Originally Posted by Cowgirl101
Well I stopped riding from a injury. For about 6 months so no one could train.work for her. Now after that she wouldn't take a bit. But I have been working training her again, I have not rode in her in awhile. Because first I am training her. And a few people saw a need a hackamore, because she won't take a bit. But before all that she won't take one a bit easy, after fighting with her. She took it. But now she won't.
Well if you are "first training her" that WOULD include re-training her to take the bit (again, provided you have ruled out that she is not in any pain).
You cannot just resort to another bit (or hackamore in this case) and avoid the real problem. You need to figure out WHY she will not take the bit. It doesn't matter if you haven't been able to work with her in a while, which in your incomplete sentences, it sounds like you've had this issue for a long time.
You can't fight with her to take the bit. She'll win. She is a 1000+ pound animal. You need to TRAIN her to take the bit (once again, as long as you have already ruled out it is not a pain issue and is indeed a training issue).
Have your equine dentist come out and take a look at her teeth. If you can't locate a dentist, then at least have the vet come out and look at her teeth and examine the rest of her health to make sure she is not having pain anywhere.
You should have the vet come out anyway too because it is possible she has back pain, or the saddle is pinching her, or she has joint issues that hurt when you ride. She associates the bridle with riding and therefore would refuse the bit, because she knows that riding is going to hurt.
Once you rule out that she does not have pain, you need to go back to the basics and TRAIN.
She should first drop her head on command. You can start training this with a halter and lead rope. Stand next to her head and calming repeat the word "down....down....down...". At the same time, grab onto the throatlatch of the halter and pull straight down, so that the halter is putting pressure on the poll of her head. You can also place your other hand on her poll and press to reinforce the pressure cue.
Hold this pressure steady until she correctly drops her head (don't jerk and don't start to pull harder -- just hold it steady). Right away, she may shake her head, lift it higher, or do all sorts of things to deal with the pressure. Do not release the cue until she responds correctly. In the beginning, even if she gives a very slight downward movement of her head, release the pressure and praise her. Start with rewarding baby steps first. When she can consistently lower her head just a little bit, start asking her to lower it a bit more before you release the pressure.

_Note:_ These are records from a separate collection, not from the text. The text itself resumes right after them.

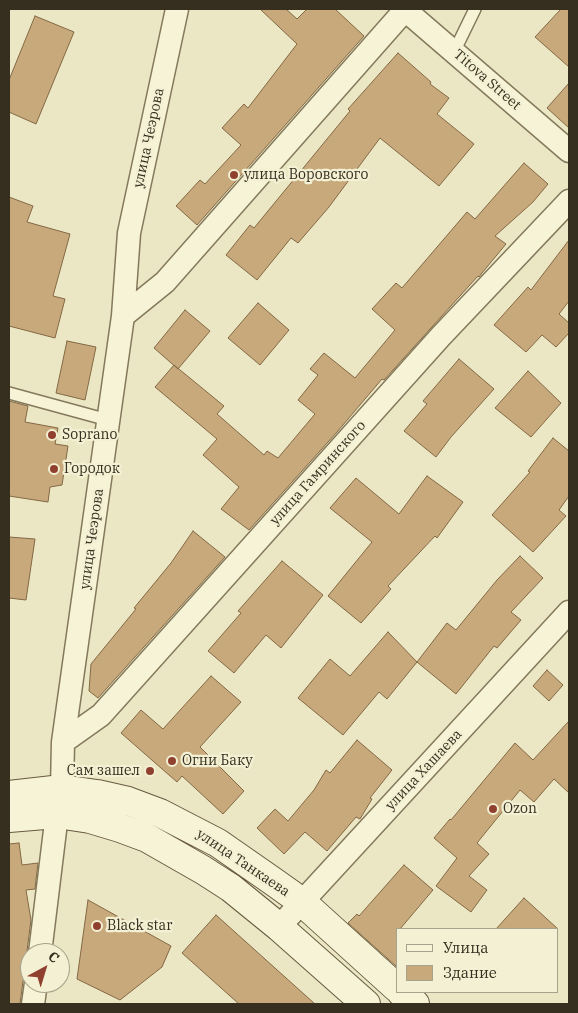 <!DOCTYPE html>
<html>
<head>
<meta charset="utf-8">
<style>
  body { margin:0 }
  #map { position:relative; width:578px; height:1013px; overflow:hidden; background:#ebe7c4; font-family:"IBM Plex Serif",serif }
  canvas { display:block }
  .frame { position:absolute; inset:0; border:10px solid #362e1f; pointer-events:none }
  .legend { position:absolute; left:396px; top:928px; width:162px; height:65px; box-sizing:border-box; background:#f3f0d3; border:1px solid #a7a28b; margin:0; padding:6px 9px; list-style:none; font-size:15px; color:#362e1f }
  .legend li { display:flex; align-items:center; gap:10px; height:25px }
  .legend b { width:25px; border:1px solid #a7a28b }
  .north { position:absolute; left:20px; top:943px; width:50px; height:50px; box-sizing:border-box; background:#f3f0d3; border:1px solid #a7a28b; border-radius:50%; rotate:39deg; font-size:14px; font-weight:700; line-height:20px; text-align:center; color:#362e1f }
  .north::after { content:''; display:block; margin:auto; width:18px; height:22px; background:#90402f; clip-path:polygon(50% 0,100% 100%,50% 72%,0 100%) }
</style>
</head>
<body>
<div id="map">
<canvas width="578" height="1013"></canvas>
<div class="frame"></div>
<ul class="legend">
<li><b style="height:6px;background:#f7f3d7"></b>Улица</li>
<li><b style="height:14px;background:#c7a97c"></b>Здание</li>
</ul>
<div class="north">С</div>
</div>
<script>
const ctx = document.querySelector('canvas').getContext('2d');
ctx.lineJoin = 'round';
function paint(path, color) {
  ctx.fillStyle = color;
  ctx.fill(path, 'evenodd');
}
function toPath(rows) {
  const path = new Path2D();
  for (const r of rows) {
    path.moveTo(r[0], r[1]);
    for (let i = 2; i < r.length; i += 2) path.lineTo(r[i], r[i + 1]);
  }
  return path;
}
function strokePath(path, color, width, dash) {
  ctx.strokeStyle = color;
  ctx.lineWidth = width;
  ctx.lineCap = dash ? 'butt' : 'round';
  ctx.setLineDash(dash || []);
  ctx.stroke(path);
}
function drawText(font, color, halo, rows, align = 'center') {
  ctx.font = font + ' "IBM Plex Serif",serif';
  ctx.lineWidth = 4.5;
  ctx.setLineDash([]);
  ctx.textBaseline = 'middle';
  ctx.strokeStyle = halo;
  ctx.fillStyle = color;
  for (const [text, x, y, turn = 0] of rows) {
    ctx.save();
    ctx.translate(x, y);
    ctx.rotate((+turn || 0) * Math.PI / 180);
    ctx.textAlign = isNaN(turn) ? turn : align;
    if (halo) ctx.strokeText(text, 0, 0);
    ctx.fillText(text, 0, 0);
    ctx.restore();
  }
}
const building = toPath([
  [260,9,286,9,297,19,307,9,335,9,364,36,197,225,176,206,200,180,205,184,241,145,222,128,244,104,248,108,297,44,260,9],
  [561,9,569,9,569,67,535,37,561,9],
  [35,16,74,32,36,124,9,112,9,80,35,16],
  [398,53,431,82,430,84,449,98,437,114,474,144,439,186,380,138,329,207,298,243,291,238,257,280,226,255,250,225,254,228,350,111,348,109,398,53],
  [569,83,569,128,547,108,569,83],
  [524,163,548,184,533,202,495,236,506,244,482,273,479,277,478,276,384,380,382,379,337,432,249,530,221,509,239,487,203,455,217,439,155,387,174,365,224,406,217,414,264,455,267,451,278,458,315,414,298,400,318,375,310,369,324,353,355,378,395,330,372,309,396,283,402,288,467,212,475,219,524,163],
  [9,197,33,206,27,222,70,234,53,296,65,299,55,338,9,326,9,197],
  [569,240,569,301,559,314,569,323,569,333,556,347,542,335,526,352,494,325,528,287,531,290,569,240],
  [258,303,289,330,260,365,228,338,258,303],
  [185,310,210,331,178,369,154,348,185,310],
  [67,341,96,347,85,400,56,393,67,341],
  [459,359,494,389,451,437,436,457,404,431,427,404,423,401,459,359],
  [528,371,561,403,531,437,495,408,528,371],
  [9,401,28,406,25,422,58,428,55,444,68,446,62,485,50,487,48,502,9,496,9,401],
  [553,438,569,451,569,496,559,510,566,516,533,552,492,515,530,472,528,471,553,438],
  [427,476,463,502,437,538,435,536,388,586,391,589,361,623,328,596,372,542,330,508,356,478,399,514,427,476],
  [193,531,225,557,98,698,89,691,91,664,136,609,134,608,171,563,193,531],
  [9,537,35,539,26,600,9,598,9,537],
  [520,556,543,578,511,612,521,620,497,648,494,646,456,694,417,662,447,623,456,630,497,580,520,556],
  [282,561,323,595,281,648,266,635,234,673,208,651,241,613,238,611,282,561],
  [388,632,417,662,387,699,379,692,343,735,298,698,330,659,350,676,388,632],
  [547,670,563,685,549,701,533,686,547,670],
  [211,676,241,702,200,747,244,791,223,814,182,776,177,782,121,733,141,710,163,729,211,676],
  [569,721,569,793,554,779,534,802,520,790,477,843,489,854,469,876,487,890,471,912,436,886,457,858,434,838,450,819,451,820,515,743,533,760,569,721],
  [357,740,392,770,370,798,372,799,360,819,356,817,327,851,305,832,284,854,257,828,275,809,288,821,314,790,326,770,330,773,357,740],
  [19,843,22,865,38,863,35,889,26,890,31,920,27,951,30,961,30,968,27,968,27,974,23,981,20,1004,9,1004,9,844,19,843],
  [404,865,433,890,400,929,397,929,397,967,348,923,357,914,359,916,404,865],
  [524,898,558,929,496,929,524,898],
  [88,900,171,946,162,967,120,1000,77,979,88,900],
  [216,915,315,1004,239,1004,182,953,216,915]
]);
paint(building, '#c7a97c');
strokePath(building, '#836843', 1);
const lane = toPath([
  [454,52,475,9],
  [9,393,108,420]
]);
const street = toPath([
  [404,9,569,151],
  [123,316,165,282,405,10],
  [63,742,101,715,441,336,569,201],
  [279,927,569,612],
  [40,953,57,814,62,789,63,742,123,316,129,233,177,9],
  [33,1004,36,983]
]);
const secondary = toPath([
  [9,795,62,789,97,794,128,801,160,813,218,843,274,882,302,902,397,988],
  [9,818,57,814,90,819,120,828,147,838,203,870,231,888,279,927,366,1004],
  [401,992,415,1004]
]);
strokePath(lane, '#85795c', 14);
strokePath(street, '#85795c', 25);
strokePath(secondary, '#675a3f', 30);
strokePath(lane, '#f7f3d7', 11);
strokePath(street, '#f7f3d7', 22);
strokePath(secondary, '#f7f3d7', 28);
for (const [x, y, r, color] of [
  [234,175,5,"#90402f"],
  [52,435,5,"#90402f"],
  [54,469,5,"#90402f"],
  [172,761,5,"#90402f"],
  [150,771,5,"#90402f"],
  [493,809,5,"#90402f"],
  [97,926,5,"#90402f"]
]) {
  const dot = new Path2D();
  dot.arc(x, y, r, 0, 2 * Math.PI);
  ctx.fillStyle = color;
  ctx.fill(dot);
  strokePath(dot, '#f3f0d3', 2);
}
drawText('14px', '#362e1f', '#f3f0d3', [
  ["Titova Street",487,80,41],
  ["улица Чеэрова",149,138,-78],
  ["улица Гамринского",318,473,-48],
  ["улица Чеэрова",92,539,-82],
  ["улица Хашаева",424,770,-47],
  ["улица Танкаева",243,863,34]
]);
drawText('14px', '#362e1f', '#f3f0d3', [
  ["улица Воровского",244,175],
  ["Soprano",62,435],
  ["Городок",64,469],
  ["Огни Баку",182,761],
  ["Сам зашел",140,771,"right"],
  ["Ozon",503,809],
  ["Black star",107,926]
], 'left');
</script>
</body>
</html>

But the important thing is to release the pressure IMMEDIATELY when she responds correctly.
When she gets perfect at doing that, you can start trying to only place your hand on her poll and apply pressure (without also pulling on the bottom of the halter).
When she gets good at that, you can try asking her to drop her head when you go to catch her in the pasture BEFORE you put on her halter. Then she will learn she should drop her head for you when you want to put on a halter ... or later the bridle.
When she can do this perfectly every time (it may takes weeks), now you can start working with the bit.
Ask her to lower her head and present the bit in front of her. If she raises her head to "fight" you, you have already established the "head down" cue so you can ask her to do that. Touch the bit to her teeth and give her about 10 seconds to respond on her own. Be careful not to smack the front of her teeth with the bit - that hurts. If she does not respond in 10 seconds, stick your finger into the very corner of her mouth (where the bit would be held). This will cause most horses to open their mouths, and there are no teeth in that location so your finger is safe.
When she opens her mouth, gently insert the bit and praise her. Make sure you are careful when you pull the bridle over her ears and that you are not causing her any pain or discomfort.
And it is also VERY important to be careful when you are removing the bit! If you allow it to smack or hit her teeth on the way out, of course she is never going to want to put that bit back in her mouth, because it hurts when you take it out!
So just always, always be very cautious that you are not accidentally causing pain or discomfort during the bridleing process.